Anyone offering a magic bullet here is an educational homeopath.

Comment Watching empires die (Score 1) 299

Its almost pitiful watching the west (both US and EU) cheerfully gallop towards oblivion as political, economic, and technological powers.

The private sector will colonise Mars? With what money, I ask. Who is going to pay the hundreds of billions needed for this complex operation?

Our leaders have just given up. They haven't a clue what is wrong (or are in complete denial about it, e.g. peak oil) and think that if they just pray to the invisible hand everything will magically turn out OK. They are like Mayan priests desperately ramping up the human sacrifices as the crops fail around them. Clinging to their faith even tighter the more it conspicuously fails to deliver tangible results.

Let me offer a simple prediction. SpaceX will end up being slip into a profitable, but unremarkable, satellite launch business, and a separate manned spaceflight business. Having a monopoly on US human spaceflight, the latter will cheerfully gouge NASA for every penny they can, as part of their fiduciary duty.

US human spaceflight will stagnate even further. ESA will remain a non-presence in human spaceflight. The last of Russia's Soviet-era technology will be retired and they won't be able to replace it with anything decent. China and India will take the solar system. The End.

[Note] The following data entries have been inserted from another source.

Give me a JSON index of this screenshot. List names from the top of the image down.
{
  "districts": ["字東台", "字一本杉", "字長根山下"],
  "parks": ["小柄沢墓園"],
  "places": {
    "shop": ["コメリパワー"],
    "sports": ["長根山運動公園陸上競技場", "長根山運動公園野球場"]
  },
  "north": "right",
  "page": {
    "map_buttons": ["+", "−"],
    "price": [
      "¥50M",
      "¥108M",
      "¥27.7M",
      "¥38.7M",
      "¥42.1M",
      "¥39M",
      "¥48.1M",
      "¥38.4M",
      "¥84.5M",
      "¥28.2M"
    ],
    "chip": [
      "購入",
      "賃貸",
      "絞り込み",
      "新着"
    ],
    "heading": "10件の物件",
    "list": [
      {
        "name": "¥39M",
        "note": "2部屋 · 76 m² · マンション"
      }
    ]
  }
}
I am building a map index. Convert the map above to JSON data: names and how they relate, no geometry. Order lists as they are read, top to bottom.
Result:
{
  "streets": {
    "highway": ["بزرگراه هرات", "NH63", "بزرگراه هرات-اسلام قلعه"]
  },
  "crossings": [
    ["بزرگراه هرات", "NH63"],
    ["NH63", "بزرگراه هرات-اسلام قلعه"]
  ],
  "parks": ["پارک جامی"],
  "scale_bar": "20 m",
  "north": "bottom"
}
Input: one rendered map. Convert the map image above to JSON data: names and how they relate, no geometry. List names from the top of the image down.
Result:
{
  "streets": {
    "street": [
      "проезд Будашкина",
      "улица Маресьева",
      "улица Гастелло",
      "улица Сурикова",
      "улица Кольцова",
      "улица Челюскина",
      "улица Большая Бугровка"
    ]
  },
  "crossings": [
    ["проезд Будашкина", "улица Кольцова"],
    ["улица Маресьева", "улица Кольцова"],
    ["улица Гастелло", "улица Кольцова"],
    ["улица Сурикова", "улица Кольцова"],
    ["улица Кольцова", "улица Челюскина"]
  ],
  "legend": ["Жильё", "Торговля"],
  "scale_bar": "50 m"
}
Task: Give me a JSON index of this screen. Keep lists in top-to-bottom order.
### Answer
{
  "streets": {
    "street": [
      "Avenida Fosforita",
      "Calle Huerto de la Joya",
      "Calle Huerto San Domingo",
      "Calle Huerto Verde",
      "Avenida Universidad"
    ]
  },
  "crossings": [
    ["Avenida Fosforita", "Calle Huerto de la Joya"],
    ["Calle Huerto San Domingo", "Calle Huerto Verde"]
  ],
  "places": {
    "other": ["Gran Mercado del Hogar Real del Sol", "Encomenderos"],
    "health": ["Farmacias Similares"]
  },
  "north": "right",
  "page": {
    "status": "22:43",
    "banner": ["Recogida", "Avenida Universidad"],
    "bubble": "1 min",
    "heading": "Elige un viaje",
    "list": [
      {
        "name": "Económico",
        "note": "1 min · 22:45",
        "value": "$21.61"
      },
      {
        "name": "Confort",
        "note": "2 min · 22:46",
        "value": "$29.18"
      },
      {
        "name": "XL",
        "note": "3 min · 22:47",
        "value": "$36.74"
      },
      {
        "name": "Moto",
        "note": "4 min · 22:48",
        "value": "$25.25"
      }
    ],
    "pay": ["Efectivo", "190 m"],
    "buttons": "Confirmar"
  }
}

Comment Re:Mosques on Mars (Score 1) 299

Not that unreasonable a prediction. Iran has really stepped on the gas with regards to science+technology (their current president - yes the 'crazy' one - is himself an engineer I believe.) They have done a couple of orbital launches - confirmed by other nations, not lied about them like DPRK did - and have stated they wish to put men into orbit.

One sunny prospect worth considering though; the Islamic world has an unfortunate habit of producing, in a very small minority of its population, suicide bombers. Imagine what damage could be done by such a person in control of a spacecraft moving at ~10km/s...

Comment Inevitable consequence... (Score 1) 160

One day we will truly master the art of connecting human nervous systems to computers. And on the following day, some asshole will create the first neurological malware.

The future is a tech-illiterate grandma driven insane by trojans, trying to claws her own eyes out just to try and make the continuous loop penis enlargement ads stop.

Comment Re:Electronics supplier DDoS (Score 1) 304

The buzz is because of the very low price, and its educational design objective. This is aimed, in part, at children who want to learn computers (properly I mean, not the crap they teach you about spreadsheets in school.)

As you point out, this is mobile-phone-like hardware; but that potentially means that an inventive teenager could use it as the basis of a homemade mobile-phone-like device.